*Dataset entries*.

>>>

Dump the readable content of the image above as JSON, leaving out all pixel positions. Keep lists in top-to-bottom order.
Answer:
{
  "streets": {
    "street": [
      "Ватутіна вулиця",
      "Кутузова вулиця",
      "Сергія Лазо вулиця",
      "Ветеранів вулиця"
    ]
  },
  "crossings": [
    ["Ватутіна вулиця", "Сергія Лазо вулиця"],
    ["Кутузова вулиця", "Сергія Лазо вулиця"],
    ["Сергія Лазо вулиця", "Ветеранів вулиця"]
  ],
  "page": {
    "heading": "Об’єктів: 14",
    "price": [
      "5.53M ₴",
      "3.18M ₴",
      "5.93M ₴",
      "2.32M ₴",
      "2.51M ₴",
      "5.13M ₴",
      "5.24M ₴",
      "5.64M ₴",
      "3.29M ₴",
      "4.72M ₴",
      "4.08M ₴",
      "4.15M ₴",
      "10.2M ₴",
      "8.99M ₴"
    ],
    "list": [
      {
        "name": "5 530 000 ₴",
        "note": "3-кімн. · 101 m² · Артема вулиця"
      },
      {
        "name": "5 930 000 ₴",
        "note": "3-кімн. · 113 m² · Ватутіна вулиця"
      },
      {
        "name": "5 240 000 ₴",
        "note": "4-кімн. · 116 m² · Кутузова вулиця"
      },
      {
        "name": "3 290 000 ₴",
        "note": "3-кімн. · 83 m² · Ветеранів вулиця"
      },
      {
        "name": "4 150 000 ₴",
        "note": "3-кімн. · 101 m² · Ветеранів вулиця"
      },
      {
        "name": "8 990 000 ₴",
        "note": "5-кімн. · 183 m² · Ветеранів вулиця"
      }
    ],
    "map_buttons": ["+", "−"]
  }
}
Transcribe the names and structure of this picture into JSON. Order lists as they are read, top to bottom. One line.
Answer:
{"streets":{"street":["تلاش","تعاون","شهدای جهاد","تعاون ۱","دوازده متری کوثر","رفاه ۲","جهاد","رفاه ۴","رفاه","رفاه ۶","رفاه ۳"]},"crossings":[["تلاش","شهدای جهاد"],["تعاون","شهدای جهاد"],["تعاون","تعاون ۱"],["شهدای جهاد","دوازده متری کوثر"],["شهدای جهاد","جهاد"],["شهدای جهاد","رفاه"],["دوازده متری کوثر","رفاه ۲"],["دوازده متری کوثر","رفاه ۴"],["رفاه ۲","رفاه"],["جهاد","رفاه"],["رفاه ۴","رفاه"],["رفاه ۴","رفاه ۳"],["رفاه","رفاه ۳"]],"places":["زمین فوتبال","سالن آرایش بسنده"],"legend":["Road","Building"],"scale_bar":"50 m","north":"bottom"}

<<<

*DIRECTIONS FOR THIS TASK*.
Every entry above should be transcribed exactly as it appears.

*ANSWER SPACE*.
Dump the readable content of the image above as JSON, leaving out all pixel positions. Keep lists in top-to-bottom order.
Answer:
{
  "streets": {
    "street": [
      "Ватутіна вулиця",
      "Кутузова вулиця",
      "Сергія Лазо вулиця",
      "Ветеранів вулиця"
    ]
  },
  "crossings": [
    ["Ватутіна вулиця", "Сергія Лазо вулиця"],
    ["Кутузова вулиця", "Сергія Лазо вулиця"],
    ["Сергія Лазо вулиця", "Ветеранів вулиця"]
  ],
  "page": {
    "heading": "Об’єктів: 14",
    "price": [
      "5.53M ₴",
      "3.18M ₴",
      "5.93M ₴",
      "2.32M ₴",
      "2.51M ₴",
      "5.13M ₴",
      "5.24M ₴",
      "5.64M ₴",
      "3.29M ₴",
      "4.72M ₴",
      "4.08M ₴",
      "4.15M ₴",
      "10.2M ₴",
      "8.99M ₴"
    ],
    "list": [
      {
        "name": "5 530 000 ₴",
        "note": "3-кімн. · 101 m² · Артема вулиця"
      },
      {
        "name": "5 930 000 ₴",
        "note": "3-кімн. · 113 m² · Ватутіна вулиця"
      },
      {
        "name": "5 240 000 ₴",
        "note": "4-кімн. · 116 m² · Кутузова вулиця"
      },
      {
        "name": "3 290 000 ₴",
        "note": "3-кімн. · 83 m² · Ветеранів вулиця"
      },
      {
        "name": "4 150 000 ₴",
        "note": "3-кімн. · 101 m² · Ветеранів вулиця"
      },
      {
        "name": "8 990 000 ₴",
        "note": "5-кімн. · 183 m² · Ветеранів вулиця"
      }
    ],
    "map_buttons": ["+", "−"]
  }
}
Transcribe the names and structure of this picture into JSON. Order lists as they are read, top to bottom. One line.
Answer:
{"streets":{"street":["تلاش","تعاون","شهدای جهاد","تعاون ۱","دوازده متری کوثر","رفاه ۲","جهاد","رفاه ۴","رفاه","رفاه ۶","رفاه ۳"]},"crossings":[["تلاش","شهدای جهاد"],["تعاون","شهدای جهاد"],["تعاون","تعاون ۱"],["شهدای جهاد","دوازده متری کوثر"],["شهدای جهاد","جهاد"],["شهدای جهاد","رفاه"],["دوازده متری کوثر","رفاه ۲"],["دوازده متری کوثر","رفاه ۴"],["رفاه ۲","رفاه"],["جهاد","رفاه"],["رفاه ۴","رفاه"],["رفاه ۴","رفاه ۳"],["رفاه","رفاه ۳"]],"places":["زمین فوتبال","سالن آرایش بسنده"],"legend":["Road","Building"],"scale_bar":"50 m","north":"bottom"}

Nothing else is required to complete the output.